GOAL OF THE EXERCISE –
Every line holding the word "filter" should be copied from the material.

── DATA ──

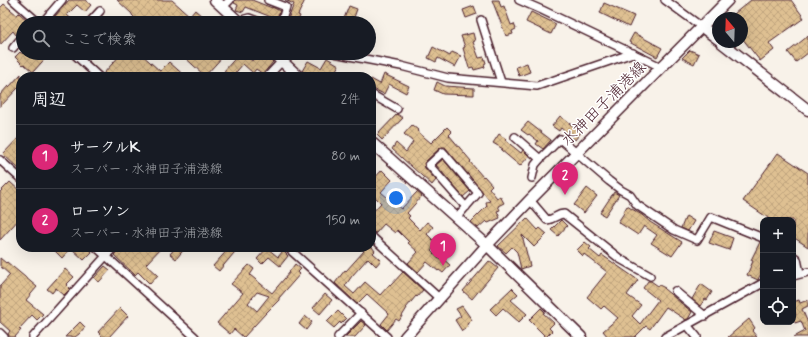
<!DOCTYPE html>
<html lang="ja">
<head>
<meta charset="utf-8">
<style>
  :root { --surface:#171b24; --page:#242831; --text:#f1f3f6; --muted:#9ea1a6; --line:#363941; --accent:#db2777 }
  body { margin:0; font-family:Mynerve,"Klee One",sans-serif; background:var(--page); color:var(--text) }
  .controls { position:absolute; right:12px; bottom:12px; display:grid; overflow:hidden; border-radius:8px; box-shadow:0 4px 16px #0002 }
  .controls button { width:36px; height:36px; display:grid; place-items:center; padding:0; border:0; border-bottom:1px solid var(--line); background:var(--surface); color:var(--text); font:20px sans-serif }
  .compass { position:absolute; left:712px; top:12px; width:36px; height:36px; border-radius:50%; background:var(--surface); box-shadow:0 4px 16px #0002; rotate:341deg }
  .you { position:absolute; left:396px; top:198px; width:14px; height:14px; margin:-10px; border:3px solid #fff; border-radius:50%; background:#1a73e8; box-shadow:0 0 0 6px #1a73e833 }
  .badge { display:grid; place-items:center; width:26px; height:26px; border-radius:50%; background:var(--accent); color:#fff; font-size:13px; font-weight:700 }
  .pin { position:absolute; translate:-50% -33px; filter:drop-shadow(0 1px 2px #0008) }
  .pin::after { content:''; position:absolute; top:21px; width:14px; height:12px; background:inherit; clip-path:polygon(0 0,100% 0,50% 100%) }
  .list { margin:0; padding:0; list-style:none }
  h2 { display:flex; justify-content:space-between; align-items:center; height:52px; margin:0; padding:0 16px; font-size:17px }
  h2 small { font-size:13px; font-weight:400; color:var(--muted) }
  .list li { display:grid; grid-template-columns:26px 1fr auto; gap:12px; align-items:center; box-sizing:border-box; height:64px; padding:0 16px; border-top:1px solid var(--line) }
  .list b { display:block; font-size:15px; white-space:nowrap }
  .list p { margin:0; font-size:13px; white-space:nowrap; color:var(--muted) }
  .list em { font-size:13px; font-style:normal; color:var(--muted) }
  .icon { flex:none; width:22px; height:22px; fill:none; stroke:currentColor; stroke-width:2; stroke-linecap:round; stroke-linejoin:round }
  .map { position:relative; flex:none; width:808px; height:337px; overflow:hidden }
  .search { position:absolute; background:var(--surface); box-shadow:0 4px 16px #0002; left:16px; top:16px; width:360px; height:44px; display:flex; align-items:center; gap:10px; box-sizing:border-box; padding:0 14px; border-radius:22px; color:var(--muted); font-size:15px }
  .panel { position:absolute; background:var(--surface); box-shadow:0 4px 16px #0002; left:16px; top:72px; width:360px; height:180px; border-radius:16px }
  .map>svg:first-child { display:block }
  .building { fill:url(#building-cross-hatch); stroke:#4a1f2b; fill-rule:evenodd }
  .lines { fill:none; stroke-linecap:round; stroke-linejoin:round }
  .street-casing { stroke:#4a1f2b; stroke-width:10 }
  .secondary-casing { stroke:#4a1f2b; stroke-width:13 }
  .street { stroke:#fff; stroke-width:7 }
  .secondary { stroke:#fff; stroke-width:10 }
  .labels { text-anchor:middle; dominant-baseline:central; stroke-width:3; stroke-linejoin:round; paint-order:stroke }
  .street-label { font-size:16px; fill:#4a1f2b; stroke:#fff }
</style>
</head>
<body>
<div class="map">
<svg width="808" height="337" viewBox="0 0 808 337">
  <defs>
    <pattern id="building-cross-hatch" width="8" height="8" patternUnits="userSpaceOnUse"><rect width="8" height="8" fill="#dec092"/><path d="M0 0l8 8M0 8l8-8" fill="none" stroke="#c0a57e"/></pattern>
  </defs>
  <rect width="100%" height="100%" fill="#f8f2e9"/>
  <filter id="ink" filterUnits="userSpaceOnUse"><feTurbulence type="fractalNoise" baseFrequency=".025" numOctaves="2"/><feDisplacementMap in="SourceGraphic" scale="8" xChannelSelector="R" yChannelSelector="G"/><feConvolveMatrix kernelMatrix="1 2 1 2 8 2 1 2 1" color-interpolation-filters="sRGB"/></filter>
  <g filter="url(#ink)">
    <!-- building -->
    <g class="building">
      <path d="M 69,0 L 85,0 L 91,5 L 85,12 L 77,5 L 67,15 L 76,23 L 49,23 Z"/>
      <path d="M 117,0 L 172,0 L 190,16 L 195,10 L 210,23 L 140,23 L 132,15 L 132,14 Z"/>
      <path d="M 235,0 L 252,0 L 272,8 L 272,7 L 280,11 L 276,19 L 246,7 L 243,12 L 236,10 L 238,5 L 234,3 Z"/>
      <path d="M 285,0 L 305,0 L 298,15 L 300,16 L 297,23 L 288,19 L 294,4 Z"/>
      <path d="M 492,0 L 499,0 L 501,7 L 504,6 L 511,25 L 514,24 L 516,29 L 512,31 L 513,34 L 506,36 Z"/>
      <path d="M 751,0 L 791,0 L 804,18 L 769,43 L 774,50 L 760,61 L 742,38 L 742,18 L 729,18 Z"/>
      <path d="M 604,3 L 634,16 L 629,27 L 600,13 Z"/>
      <path d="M 4,4 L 17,15 L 19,13 L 28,21 L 26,23 L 23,23 L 23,26 L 21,28 L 21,29 L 16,35 L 13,31 L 0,45 L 0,8 Z"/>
      <path d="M 349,6 L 357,9 L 352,23 L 349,23 L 343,21 Z"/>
      <path d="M 474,6 L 477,14 L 466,18 L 463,10 Z"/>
      <path d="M 531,12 L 556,24 L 551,34 L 526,22 Z"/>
      <path d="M 473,33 L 475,41 L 473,42 L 479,58 L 484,57 L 486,63 L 484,64 L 485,67 L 474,70 L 473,67 L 469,68 L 463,48 L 465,47 L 461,36 Z"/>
      <path d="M 634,33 L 662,48 L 657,57 L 629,42 Z"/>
      <path d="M 808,36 L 808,53 L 796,62 L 788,52 Z"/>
      <path d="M 433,47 L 450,56 L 452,52 L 461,56 L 455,67 L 438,58 L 436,62 L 428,58 Z"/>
      <path d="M 690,50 L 699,54 L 694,64 L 682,58 Z"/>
      <path d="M 20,52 L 21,53 L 50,53 L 33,72 L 24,64 L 23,65 L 15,57 Z"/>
      <path d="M 122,53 L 140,53 L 160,71 L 169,62 L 186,77 L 106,77 L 103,74 Z"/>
      <path d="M 180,53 L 226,53 L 205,76 Z"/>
      <path d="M 240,53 L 243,53 L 252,61 L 259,53 L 264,53 L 273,62 L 263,74 L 256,69 L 253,73 L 243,64 L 232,77 L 231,77 L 224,71 Z"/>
      <path d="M 327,58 L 339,65 L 336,70 L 350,77 L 313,77 L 302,71 L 308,61 L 321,68 Z"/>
      <path d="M 527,63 L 530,72 L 519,76 L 516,67 Z"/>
      <path d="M 21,74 L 21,86 L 18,89 L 18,88 L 0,107 L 0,95 L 8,86 L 9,87 Z"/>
      <path d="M 384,74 L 409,86 L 406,93 L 389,84 L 384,94 L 371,88 L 371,79 L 380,84 Z"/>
      <path d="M 437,82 L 445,86 L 474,88 L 474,95 L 443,94 L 434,90 Z"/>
      <path d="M 397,114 L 403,118 L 382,140 L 377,135 Z"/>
      <path d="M 560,116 L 574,127 L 575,126 L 582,131 L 575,140 L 561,128 L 559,131 L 552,126 Z"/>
      <path d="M 528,122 L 551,140 L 543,149 L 536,144 L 538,141 L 529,134 L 528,135 L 521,130 Z"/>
      <path d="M 412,125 L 418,130 L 417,131 L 431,143 L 447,127 L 452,132 L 449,135 L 471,161 L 470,162 L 483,177 L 484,176 L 492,185 L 489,188 L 497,198 L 500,196 L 504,203 L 498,206 L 500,210 L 497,211 L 500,218 L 488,223 L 486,221 L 478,228 L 471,222 L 487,206 L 486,202 L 490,201 L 445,147 L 442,147 L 440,148 L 424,163 L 425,168 L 436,180 L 432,185 L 392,149 L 396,143 L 406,152 L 413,142 L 404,134 Z"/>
      <path d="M 499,134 L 506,139 L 505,140 L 521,153 L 523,150 L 529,156 L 520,166 L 501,150 L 503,149 L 493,143 Z"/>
      <path d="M 21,135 L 21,171 L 3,154 Z"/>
      <path d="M 778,153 L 808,173 L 808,247 L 793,237 L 793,220 L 771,220 L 743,201 Z"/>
      <path d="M 443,159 L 470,191 L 463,197 L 436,165 Z"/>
      <path d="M 382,170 L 392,180 L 381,192 L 401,209 L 417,192 L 422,196 L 407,213 L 410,216 L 408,218 L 420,230 L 427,222 L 433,227 L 427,234 L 437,244 L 431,251 L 439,259 L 441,257 L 450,265 L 443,273 L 439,270 L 438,271 L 427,262 L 418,272 L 408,263 L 418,252 L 408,243 L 409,242 L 397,230 L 395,233 L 384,224 L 376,233 L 371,231 L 371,214 L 381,203 L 371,193 L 371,182 Z"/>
      <path d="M 10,182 L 21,192 L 21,217 L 0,240 L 0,192 Z"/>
      <path d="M 587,188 L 597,196 L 584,213 L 574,205 Z"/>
      <path d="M 614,192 L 619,195 L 605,216 L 600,213 Z"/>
      <path d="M 627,206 L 642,215 L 650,222 L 682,242 L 672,256 L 651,243 L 657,235 L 644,226 L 638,235 L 618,222 L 624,213 L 623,213 Z"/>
      <path d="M 686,216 L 694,221 L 688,231 L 681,228 Z"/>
      <path d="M 527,218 L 538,230 L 540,228 L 547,234 L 534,247 L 522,235 L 530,266 L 521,269 L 517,252 L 512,247 L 506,253 L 498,246 Z"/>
      <path d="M 561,220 L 567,226 L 558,236 L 551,230 Z"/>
      <path d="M 714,231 L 733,238 L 729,250 L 709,243 Z"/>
      <path d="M 585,242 L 591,247 L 589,249 L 600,258 L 602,255 L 638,280 L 627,295 L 641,305 L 632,316 L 640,324 L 658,300 L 643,288 L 648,281 L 651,281 L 658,286 L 659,285 L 665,288 L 664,289 L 692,312 L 688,319 L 686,320 L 666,307 L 650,329 L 646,326 L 635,337 L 608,337 L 603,331 L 618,318 L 604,306 L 601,309 L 587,297 L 607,272 L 584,254 L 583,256 L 577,250 Z"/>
      <path d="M 760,242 L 763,243 L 763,265 L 760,270 L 762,271 L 758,280 L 747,275 L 753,261 L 751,260 Z"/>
      <path d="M 57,247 L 87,247 L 92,252 L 84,260 L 71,248 L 62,258 L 54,250 Z"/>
      <path d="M 121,247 L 162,247 L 146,264 L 158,275 L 150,284 L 138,272 L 135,275 L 114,255 Z"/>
      <path d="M 176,247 L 186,247 L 176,259 L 170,254 Z"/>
      <path d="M 230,247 L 239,247 L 219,271 L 213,266 Z"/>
      <path d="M 359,247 L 372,247 L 375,251 L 373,253 L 381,260 L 376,266 L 368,258 L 352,276 L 345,286 L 354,294 L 365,282 L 380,295 L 390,284 L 391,285 L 403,272 L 423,290 L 417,297 L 416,296 L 406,308 L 407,308 L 399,321 L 396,319 L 387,330 L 381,324 L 389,314 L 367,294 L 357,304 L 335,283 L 345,270 L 346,271 L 364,251 Z"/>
      <path d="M 267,248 L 278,257 L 283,251 L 288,256 L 280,266 L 269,257 L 262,264 L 257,259 Z"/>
      <path d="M 0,258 L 6,263 L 7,262 L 37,287 L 26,300 L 43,314 L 37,320 L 32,315 L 19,329 L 21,330 L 15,337 L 11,337 L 9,336 L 8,334 L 10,331 L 0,322 L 0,286 L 10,275 L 0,266 Z"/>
      <path d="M 489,261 L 498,268 L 472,299 L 463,291 Z"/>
      <path d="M 295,264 L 301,269 L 298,272 L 300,274 L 279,298 L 279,300 L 265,314 L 244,337 L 243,337 L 234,329 L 230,334 L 217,323 L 243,293 L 231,284 L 249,265 L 254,269 L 250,275 L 272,293 L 290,272 L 289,272 ZM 257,292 L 269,296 L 257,311 L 248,303 Z"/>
      <path d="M 105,266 L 110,270 L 99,282 L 94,278 Z"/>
      <path d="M 65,269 L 74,277 L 66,285 L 70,289 L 64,295 L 56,288 L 52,293 L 47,289 Z"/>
      <path d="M 701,284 L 712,292 L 707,300 L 705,299 L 700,306 L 692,299 Z"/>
      <path d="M 512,288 L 518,294 L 511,300 L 527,314 L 519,322 L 503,308 L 496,315 L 490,309 Z"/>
      <path d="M 325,294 L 332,300 L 320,314 L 313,308 Z"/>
      <path d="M 799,300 L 800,303 L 808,300 L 808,306 L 802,309 L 808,323 L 808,337 L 794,337 L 805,331 L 801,321 L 795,323 L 793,317 L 796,315 L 793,306 L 793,302 Z"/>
      <path d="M 462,306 L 472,320 L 467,324 L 468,327 L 462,331 L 455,320 L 461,316 L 456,309 Z"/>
      <path d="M 120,308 L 128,316 L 109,337 L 103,337 L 98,332 Z"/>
      <path d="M 541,308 L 545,312 L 543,313 L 554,323 L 549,328 L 552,331 L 546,337 L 529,320 Z"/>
      <path d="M 338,311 L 346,319 L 341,324 L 340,322 L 334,328 L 327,322 Z"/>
      <path d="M 305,316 L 312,322 L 306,330 L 299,324 Z"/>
      <path d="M 749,319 L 755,328 L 752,331 L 757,337 L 728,337 Z"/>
      <path d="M 361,321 L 366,325 L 355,337 L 345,337 Z"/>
      <path d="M 80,322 L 85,327 L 79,334 L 75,337 L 65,337 Z"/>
    </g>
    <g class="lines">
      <!-- street casing -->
      <g class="street-casing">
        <g id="street">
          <path d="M 13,0 L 39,23"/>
          <path d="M 268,0 L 286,7 L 281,23"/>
          <path d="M 519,0 L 542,10 L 661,67"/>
          <path d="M 665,0 L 702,27"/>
          <path d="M 223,7 L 230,0"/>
          <path d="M 481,20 L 501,82"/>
          <path d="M 238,21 L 249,18 L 262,23"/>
          <path d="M 42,23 L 62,0"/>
          <path d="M 89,23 L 100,11"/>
          <path d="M 13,48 L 23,36"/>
          <path d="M 73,53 L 99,77"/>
          <path d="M 334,53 L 401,66 L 448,78 L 537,86 L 633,53"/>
          <path d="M 267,77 L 282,61"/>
          <path d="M 371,94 L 397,109"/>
          <path d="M 515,137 L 540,159"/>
          <path d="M 0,160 L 21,179"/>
          <path d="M 532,178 L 535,165 L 540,159 L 560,139 L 609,181 L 621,190 L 630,195 L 637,205 L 674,230 L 697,240 L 711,217 L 763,238"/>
          <path d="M 530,200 L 547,220 C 555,219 557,214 564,214 L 620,259 L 650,276"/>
          <path d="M 456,218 L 478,193 L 443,152 L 429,165 L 466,207"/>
          <path d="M 371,236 L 439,298"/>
          <path d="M 96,247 L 195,337"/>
          <path d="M 287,247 L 387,337"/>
          <path d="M 793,256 L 797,259 L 800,273"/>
          <path d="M 793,276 L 808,272"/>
          <path d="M 675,291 L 705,316"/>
          <path d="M 687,325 L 697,337"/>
          <path d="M 0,333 L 4,337"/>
          <path d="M 33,337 L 114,247"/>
          <path d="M 338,337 L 361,313"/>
          <path d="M 665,337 L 763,283"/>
        </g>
      </g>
      <!-- secondary casing -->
      <g class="secondary-casing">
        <g id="secondary">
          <path d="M 215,0 L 240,23"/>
          <path d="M 702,27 L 718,39"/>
          <path d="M 721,42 L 808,110"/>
          <path d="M 273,53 L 299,77"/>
          <path d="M 371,142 L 487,245 L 581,337"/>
          <path d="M 405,337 L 487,245 L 530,200 L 728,0"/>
        </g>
      </g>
      <!-- street -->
      <use href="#street" class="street"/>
      <!-- secondary -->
      <use href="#secondary" class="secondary"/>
    </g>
  </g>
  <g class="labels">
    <!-- street labels -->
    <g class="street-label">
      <text transform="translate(604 104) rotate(-45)">水神田子浦港線</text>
    </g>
  </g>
</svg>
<div class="controls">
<button>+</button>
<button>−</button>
<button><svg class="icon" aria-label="locate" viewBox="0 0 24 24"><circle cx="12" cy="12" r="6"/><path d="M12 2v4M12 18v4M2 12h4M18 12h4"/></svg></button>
</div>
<svg class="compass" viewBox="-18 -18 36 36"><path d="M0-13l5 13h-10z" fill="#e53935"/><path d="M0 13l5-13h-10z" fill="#9ea1a6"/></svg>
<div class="you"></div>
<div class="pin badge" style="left:443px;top:266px">1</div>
<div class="pin badge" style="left:565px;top:195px">2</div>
<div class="search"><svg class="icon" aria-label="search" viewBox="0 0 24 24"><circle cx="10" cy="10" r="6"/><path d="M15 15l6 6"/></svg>ここで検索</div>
<section class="panel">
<h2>周辺<small>2件</small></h2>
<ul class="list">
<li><span class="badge">1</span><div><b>サークルK</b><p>スーパー · 水神田子浦港線</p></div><em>80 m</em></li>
<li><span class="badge">2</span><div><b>ローソン</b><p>スーパー · 水神田子浦港線</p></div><em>150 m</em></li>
</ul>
</section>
</div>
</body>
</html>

───

ANSWER FOR THIS EXERCISE –
  .pin { position:absolute; translate:-50% -33px; filter:drop-shadow(0 1px 2px #0008) }
  <filter id="ink" filterUnits="userSpaceOnUse"><feTurbulence type="fractalNoise" baseFrequency=".025" numOctaves="2"/><feDisplacementMap in="SourceGraphic" scale="8" xChannelSelector="R" yChannelSelector="G"/><feConvolveMatrix kernelMatrix="1 2 1 2 8 2 1 2 1" color-interpolation-filters="sRGB"/></filter>
  <g filter="url(#ink)">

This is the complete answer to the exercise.